WHAT TO WORK ON:
Please transcribe, word for word, the line containing "Quick job: Convert" and every line after it through the end of the records below, and nothing else.

PROVIDED MATERIAL:
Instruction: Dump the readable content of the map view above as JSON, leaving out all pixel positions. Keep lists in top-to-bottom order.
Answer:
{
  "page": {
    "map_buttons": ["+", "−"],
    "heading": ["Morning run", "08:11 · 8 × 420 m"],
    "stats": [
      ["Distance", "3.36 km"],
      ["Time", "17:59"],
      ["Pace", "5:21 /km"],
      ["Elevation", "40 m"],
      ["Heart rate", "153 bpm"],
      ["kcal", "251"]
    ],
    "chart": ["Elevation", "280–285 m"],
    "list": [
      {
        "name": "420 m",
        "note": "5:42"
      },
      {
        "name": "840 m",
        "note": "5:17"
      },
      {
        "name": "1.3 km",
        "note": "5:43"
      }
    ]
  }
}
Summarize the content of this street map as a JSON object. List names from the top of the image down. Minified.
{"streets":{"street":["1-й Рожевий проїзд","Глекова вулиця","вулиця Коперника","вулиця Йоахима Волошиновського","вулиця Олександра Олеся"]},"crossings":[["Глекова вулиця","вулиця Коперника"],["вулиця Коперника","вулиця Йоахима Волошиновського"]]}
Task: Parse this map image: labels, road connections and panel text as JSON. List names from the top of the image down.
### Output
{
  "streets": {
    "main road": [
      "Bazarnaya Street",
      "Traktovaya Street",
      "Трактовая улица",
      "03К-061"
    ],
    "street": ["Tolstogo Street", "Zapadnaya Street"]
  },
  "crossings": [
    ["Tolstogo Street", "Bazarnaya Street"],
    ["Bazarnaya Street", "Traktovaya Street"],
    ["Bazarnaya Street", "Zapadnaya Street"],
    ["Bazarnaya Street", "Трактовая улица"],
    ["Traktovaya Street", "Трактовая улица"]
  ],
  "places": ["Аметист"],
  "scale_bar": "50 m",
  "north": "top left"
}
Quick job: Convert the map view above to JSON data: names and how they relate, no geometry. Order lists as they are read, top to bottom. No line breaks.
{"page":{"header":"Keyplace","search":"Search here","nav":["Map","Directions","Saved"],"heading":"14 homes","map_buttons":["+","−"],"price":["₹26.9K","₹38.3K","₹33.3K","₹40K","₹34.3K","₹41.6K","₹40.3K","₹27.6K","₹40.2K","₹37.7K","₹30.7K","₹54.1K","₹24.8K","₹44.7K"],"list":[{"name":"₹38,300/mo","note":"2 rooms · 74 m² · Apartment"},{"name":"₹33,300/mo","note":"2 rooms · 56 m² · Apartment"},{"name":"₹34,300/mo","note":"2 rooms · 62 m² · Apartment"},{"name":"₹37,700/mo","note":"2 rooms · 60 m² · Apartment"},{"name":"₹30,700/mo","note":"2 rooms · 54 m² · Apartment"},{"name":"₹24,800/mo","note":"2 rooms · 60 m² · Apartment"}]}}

TASK ANSWER:
Quick job: Convert the map view above to JSON data: names and how they relate, no geometry. Order lists as they are read, top to bottom. No line breaks.
{"page":{"header":"Keyplace","search":"Search here","nav":["Map","Directions","Saved"],"heading":"14 homes","map_buttons":["+","−"],"price":["₹26.9K","₹38.3K","₹33.3K","₹40K","₹34.3K","₹41.6K","₹40.3K","₹27.6K","₹40.2K","₹37.7K","₹30.7K","₹54.1K","₹24.8K","₹44.7K"],"list":[{"name":"₹38,300/mo","note":"2 rooms · 74 m² · Apartment"},{"name":"₹33,300/mo","note":"2 rooms · 56 m² · Apartment"},{"name":"₹34,300/mo","note":"2 rooms · 62 m² · Apartment"},{"name":"₹37,700/mo","note":"2 rooms · 60 m² · Apartment"},{"name":"₹30,700/mo","note":"2 rooms · 54 m² · Apartment"},{"name":"₹24,800/mo","note":"2 rooms · 60 m² · Apartment"}]}}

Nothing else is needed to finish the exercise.